On Fri, 2008-05-02 at 20:55 +1000, Rusty Russell wrote:> On Thursday 01 May 2008 00:31:46 Mark McLoughlin wrote:
> > virtio_net currently only frees old transmit skbs just
> > before queueing new ones. If the queue is full, it then
> > enables interrupts and waits for notification that more
> > work has been performed.
>
> Hi Mark,
>
> This patch is fine, but it's better to do it from skb_xmit_done().
Unless I'm missing something, we only get this callback when we've
stopped the queue and we're waiting for buffers to be freed up.
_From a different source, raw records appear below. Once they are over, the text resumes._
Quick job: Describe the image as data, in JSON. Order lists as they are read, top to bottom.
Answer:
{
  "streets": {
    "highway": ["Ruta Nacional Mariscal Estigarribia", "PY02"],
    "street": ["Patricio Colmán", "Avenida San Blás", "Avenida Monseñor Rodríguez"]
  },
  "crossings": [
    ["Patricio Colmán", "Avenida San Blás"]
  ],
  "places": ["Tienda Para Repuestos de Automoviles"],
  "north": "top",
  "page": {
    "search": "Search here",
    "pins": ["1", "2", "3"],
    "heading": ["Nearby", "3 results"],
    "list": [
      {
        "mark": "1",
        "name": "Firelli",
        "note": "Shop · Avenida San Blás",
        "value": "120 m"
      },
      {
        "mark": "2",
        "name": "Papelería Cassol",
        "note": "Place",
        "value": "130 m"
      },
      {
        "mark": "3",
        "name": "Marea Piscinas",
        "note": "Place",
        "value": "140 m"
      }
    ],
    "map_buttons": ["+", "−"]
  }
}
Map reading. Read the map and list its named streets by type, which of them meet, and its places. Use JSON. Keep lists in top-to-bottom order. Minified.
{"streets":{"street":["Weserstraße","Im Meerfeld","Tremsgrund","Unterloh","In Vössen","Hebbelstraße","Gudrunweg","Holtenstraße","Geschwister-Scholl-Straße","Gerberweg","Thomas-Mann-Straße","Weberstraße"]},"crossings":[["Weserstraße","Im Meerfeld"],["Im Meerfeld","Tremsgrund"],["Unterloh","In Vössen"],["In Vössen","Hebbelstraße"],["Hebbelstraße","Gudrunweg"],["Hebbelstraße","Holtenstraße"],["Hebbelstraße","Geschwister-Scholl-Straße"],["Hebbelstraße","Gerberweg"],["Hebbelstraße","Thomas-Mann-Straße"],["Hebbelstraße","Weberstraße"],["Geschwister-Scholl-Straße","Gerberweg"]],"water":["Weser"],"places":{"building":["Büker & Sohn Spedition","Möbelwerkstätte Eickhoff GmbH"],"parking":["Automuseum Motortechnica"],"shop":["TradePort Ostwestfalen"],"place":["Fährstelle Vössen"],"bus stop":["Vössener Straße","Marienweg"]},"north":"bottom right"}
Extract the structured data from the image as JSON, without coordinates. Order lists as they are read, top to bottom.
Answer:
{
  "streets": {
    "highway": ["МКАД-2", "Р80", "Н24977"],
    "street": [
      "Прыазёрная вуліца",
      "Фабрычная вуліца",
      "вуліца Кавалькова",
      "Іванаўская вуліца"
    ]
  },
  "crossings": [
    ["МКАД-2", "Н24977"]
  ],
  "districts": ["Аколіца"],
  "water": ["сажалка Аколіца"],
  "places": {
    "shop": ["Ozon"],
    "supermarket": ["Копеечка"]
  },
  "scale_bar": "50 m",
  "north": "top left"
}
In the normal case, where the callback is disabled, we don't get any
notification that the host has finished with the buffer ... hence the
need for a timer.
2.6.25-rc2 rebase below.
> Of
> course, this is usually called from an interrupt handler, so it's not
> entirely trivial: we can't free the skbs there.
>
> A softirq is probably the answer here, but AFAICT that's old
fashioned.
> Not sure what the right way of doing this is now...
Thanks,
Mark.
Subject: [PATCH] virtio_net: free transmit skbs in a timer
virtio_net currently only frees old transmit skbs just
before queueing new ones. If the queue is full, it then
enables interrupts and waits for notification that more
work has been performed.
However, a side-effect of this scheme is that there are
always xmit skbs left dangling when no new packets are
sent, against the Documentation/networking/driver.txt
guideline:
"... it is not allowed for your TX mitigation scheme
to let TX packets "hang out" in the TX ring unreclaimed
forever if no new TX packets are sent."
Add a timer to ensure that any time we queue new TX
skbs, we will shortly free them again.
This fixes an easily reproduced hang at shutdown where
iptables attempts to unload nf_conntrack and nf_conntrack
waits for an skb it is tracking to be freed, but virtio_net
never frees it.
Signed-off-by: Mark McLoughlin <markmc at redhat.com>
---
drivers/net/virtio_net.c | 30 ++++++++++++++++++++++++++++--
1 files changed, 28 insertions(+), 2 deletions(-)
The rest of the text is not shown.